Home schooling is not for wimps! I always thought before I started this crazy adventure that it would be hard, but I never dreamed I would actually dread it at times. I feel constantly inadequate, unmotivated, and mostly just plain sick of it. Yet, I expect my kids to be excelling, motivated, and happy at all times.
Since it is the beginning of a new year and a new semester, I really have been asking God to help me out here. I think the problem is rooted in my attitude. I've got to start looking at this differently, and somehow find joy in the process. We have signed up for a local Co-op that meets once a week and I will be teaching kinder, while my kids go to classes such as Chemistry, world missions geography, contenders of the faith(no idea what that is, but it sounds good) and a few others.

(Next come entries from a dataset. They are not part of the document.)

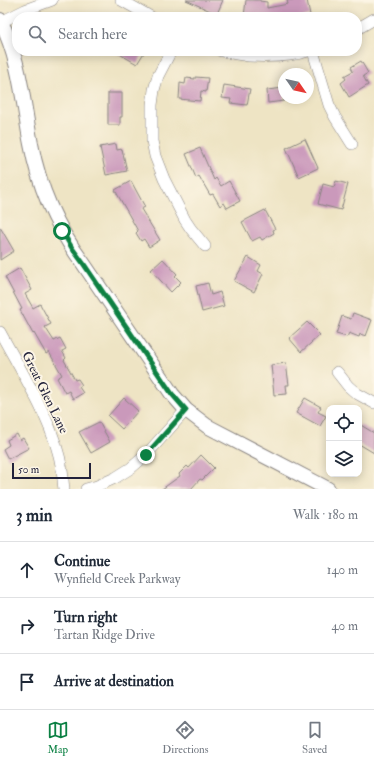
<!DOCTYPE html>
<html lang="en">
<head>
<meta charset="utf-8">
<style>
	body { margin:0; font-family:"IM FELL Double Pica",serif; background:#f2f2f3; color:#1f2937 }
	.controls { position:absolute; right:12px; bottom:12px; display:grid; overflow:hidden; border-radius:8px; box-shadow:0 2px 10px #0003 }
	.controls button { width:36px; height:36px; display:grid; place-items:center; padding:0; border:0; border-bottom:1px solid #e0e1e3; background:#fff; color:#1f2937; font:20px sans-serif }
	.compass { position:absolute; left:278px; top:68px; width:36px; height:36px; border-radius:50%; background:#fff; box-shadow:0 2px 10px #0003; rotate:124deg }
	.scale { position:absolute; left:12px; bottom:10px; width:79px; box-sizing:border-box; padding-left:4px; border:2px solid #22223b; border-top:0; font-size:11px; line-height:14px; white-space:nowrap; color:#22223b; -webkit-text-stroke:3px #fcf5e5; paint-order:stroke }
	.stop { position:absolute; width:12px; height:12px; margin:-9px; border:3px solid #0b8043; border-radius:50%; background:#fff }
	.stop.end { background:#0b8043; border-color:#fff; box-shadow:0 1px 4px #0008 }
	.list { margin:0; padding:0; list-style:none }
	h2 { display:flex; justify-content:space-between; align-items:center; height:52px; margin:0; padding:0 16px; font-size:17px }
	h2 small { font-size:13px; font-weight:400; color:#747a83 }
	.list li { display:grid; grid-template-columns:26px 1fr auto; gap:12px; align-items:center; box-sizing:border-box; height:56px; padding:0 16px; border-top:1px solid #e0e1e3 }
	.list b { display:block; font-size:15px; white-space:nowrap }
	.list p { margin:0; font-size:13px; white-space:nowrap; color:#747a83 }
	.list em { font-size:13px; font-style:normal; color:#747a83 }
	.icon { flex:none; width:22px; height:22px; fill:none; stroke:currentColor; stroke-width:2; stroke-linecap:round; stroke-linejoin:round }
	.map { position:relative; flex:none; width:374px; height:489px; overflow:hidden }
	.search { position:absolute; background:#fff; box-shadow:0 2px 10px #0003; left:12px; right:12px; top:12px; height:44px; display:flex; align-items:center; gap:10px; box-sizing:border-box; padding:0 14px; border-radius:16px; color:#747a83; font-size:15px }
	.sheet { height:220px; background:#fff }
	nav { display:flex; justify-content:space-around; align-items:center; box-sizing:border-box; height:56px; border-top:1px solid #e0e1e3; background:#fff; font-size:11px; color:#747a83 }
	nav a { display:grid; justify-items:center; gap:2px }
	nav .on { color:#0b8043 }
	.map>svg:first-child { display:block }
	.building { fill:#ca99bb }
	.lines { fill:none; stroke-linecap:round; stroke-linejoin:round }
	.minor-casing { stroke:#888380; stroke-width:12 }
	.tertiary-casing { stroke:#888380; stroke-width:16 }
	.minor { stroke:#fff; stroke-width:11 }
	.tertiary { stroke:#fff; stroke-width:14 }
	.route { stroke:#0b8043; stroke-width:5 }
	.labels { text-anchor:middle; stroke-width:4; stroke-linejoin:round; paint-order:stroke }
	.street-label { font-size:13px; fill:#22223b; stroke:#fcf5e5 }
</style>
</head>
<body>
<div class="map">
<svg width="374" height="489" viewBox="0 0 374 489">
	<rect width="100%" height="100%" fill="#fcf5e5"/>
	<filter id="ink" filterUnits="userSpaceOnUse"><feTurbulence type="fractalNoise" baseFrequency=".025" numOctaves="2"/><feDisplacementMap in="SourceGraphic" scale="8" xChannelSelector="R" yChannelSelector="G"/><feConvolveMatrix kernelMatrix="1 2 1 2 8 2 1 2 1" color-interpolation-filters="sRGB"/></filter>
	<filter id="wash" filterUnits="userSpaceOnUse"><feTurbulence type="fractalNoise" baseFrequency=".012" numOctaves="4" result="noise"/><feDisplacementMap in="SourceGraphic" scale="16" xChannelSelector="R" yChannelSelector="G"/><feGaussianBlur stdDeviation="0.9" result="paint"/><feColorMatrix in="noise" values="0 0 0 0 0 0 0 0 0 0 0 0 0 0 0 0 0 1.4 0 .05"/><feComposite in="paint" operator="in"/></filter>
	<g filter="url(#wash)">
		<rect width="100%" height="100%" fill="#eee4c4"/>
		<g id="blocks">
			<g class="building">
				<polygon points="186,0 223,0 217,14"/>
				<polygon points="246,0 260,0 260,1 267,2 267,8 288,4 287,0 307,0 310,15 303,17 244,17"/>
				<polygon points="114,51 145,51 137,64"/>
				<polygon points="361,61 368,73 363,76 368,85 349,97 341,83 346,79 344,76 353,71 351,67"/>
				<polygon points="195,77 208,78 206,92 201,91 200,101 179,99 180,83 185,84 186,78 195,79"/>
				<polygon points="224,85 250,89 247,105 230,103 231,99 222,98"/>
				<polygon points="284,88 284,101 268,103 267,90"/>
				<polygon points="108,93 122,93 122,117 120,117 120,125 108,125"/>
				<polygon points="305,139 318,168 299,177 286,148"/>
				<polygon points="116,144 117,150 122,149 127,171 106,175 100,147"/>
				<polygon points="200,148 214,180 216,178 221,186 229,181 240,201 227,208 224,203 220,206 213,194 210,195 199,176 196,178 186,154"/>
				<polygon points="131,181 145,207 141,209 160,240 149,247 144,239 141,241 136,233 138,231 115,190"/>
				<polygon points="336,181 348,184 341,210 318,204 323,184 334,187"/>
				<polygon points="265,210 275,229 273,230 274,233 262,240 260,237 252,241 242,222"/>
				<polygon points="0,227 14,251 0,260"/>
				<polygon points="248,257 261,265 258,271 263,274 254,292 234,281"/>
				<polygon points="163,259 177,274 175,276 181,282 171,292 151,270"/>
				<polygon points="20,268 32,290 25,294 33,308 40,304 51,324 45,327 54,341 60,338 66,349 62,351 66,358 64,360 75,380 78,379 82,385 79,387 83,393 73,399 69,391 65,393 57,378 62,375 49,352 46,354 34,333 33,334 20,310 22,309 5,277"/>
				<polygon points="208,283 211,295 220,292 224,306 202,312 196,286"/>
				<polygon points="353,313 372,320 366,336 360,334 359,337 349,333 347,337 336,334 342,316 351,319"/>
				<polygon points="307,322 320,335 301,352 289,338"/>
				<polygon points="286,363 289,385 286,385 287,394 274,395 271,365"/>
				<polygon points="124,398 138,411 122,429 108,416"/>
				<polygon points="305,398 321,407 318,412 326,416 320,426 296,413"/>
				<polygon points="99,422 110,442 91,453 79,432"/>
				<polygon points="359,424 374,433 374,453 359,444"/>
				<polygon points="17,434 20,440 23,438 29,448 8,459 3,449 9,445 7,440"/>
				<polygon points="201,455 214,468 202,480 200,479 191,489 162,489 180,476 179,474 187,466 189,468"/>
			</g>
		</g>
	</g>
	<g filter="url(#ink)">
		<use href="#blocks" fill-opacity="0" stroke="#888380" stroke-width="1"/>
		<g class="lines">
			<g class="minor-casing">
				<g id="minor">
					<polyline points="121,0 151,17"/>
					<polyline points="1,22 25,10 52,0"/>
					<polyline points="357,29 374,19"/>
					<polyline points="171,51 158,76 154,90 152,105 152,141 155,156 164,179 185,220 191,229 205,246"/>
					<path d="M 221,51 C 230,53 240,55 249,56 C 268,57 290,57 308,51"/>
					<polyline points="313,51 329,105 335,117 352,144"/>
					<path d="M 0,332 C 22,373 55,424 62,470 C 63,477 63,483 64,489"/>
					<polyline points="337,372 348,386 356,393 374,403"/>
					<polyline points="86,489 97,486 115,478 131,468 146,455 186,410"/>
				</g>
			</g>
			<g class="tertiary-casing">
				<path id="tertiary" d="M 0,20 C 20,58 23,103 31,144 C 39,187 57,228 83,263 L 172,394 L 186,410 L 207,426 L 328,489"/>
			</g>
			<use href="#minor" class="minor"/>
			<use href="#tertiary" class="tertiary"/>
		</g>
	</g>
	<g class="lines" filter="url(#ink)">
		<polyline class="route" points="62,231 72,248 83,263 172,394 186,410 146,455"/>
	</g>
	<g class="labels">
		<g class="street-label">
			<text transform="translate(46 392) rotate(64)" y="5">Great Glen Lane</text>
		</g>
	</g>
</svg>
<div class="controls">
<button><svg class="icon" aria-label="locate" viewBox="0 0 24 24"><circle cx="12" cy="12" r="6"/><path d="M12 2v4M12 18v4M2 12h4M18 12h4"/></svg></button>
<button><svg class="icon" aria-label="layers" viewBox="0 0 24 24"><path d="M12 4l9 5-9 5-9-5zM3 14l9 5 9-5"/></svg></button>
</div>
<svg class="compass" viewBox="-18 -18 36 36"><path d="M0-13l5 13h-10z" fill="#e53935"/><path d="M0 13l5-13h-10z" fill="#747a83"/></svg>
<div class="scale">50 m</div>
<div class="stop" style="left:62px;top:231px"></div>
<div class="stop end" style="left:146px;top:455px"></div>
<div class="search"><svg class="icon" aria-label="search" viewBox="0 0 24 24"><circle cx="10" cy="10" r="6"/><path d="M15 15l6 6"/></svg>Search here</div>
</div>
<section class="sheet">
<h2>3 min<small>Walk · 180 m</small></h2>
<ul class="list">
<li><svg class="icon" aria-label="ahead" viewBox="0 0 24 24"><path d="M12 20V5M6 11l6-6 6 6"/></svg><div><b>Continue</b><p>Wynfield Creek Parkway</p></div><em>140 m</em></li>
<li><svg class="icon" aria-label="right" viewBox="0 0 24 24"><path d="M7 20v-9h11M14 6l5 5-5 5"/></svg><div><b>Turn right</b><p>Tartan Ridge Drive</p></div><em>40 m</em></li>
<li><svg class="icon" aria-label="arrive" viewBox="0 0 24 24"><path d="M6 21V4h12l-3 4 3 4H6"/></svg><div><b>Arrive at destination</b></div></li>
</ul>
</section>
<nav>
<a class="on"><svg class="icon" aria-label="map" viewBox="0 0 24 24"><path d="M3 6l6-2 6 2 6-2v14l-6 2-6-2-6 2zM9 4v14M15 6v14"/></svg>Map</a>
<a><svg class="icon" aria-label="directions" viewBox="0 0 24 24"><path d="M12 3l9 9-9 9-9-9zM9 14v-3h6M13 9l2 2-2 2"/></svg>Directions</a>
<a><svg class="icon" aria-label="saved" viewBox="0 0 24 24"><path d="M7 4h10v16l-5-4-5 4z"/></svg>Saved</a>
</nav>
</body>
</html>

My kids have been very secluded since we moved here in October, but I'm hoping that making some new friends will be a blessing from the new group. I never realized how much of a transition it would be for them to move, leave their school and friends, and have their mom for a teacher. We all need some change ever once in a while, but we had so many changes all at once. I really want to succeed at this endeavor, and I know with the Lord's help, I can. The alternative is putting them in public, and there is no way I'm throwing Ashley into middle school halfway through her 8th grade year. Not to mention, Seth will be starting 6th next year. Just keep us in your prayers if you will.
*Some super exciting news is that I am starting Beth Moore's Believing God in a couple of weeks. I know God is going to use this study in amazing ways. It's been several years since I've done the study, and I never actually finished all the homework, so I look forward to teaching it.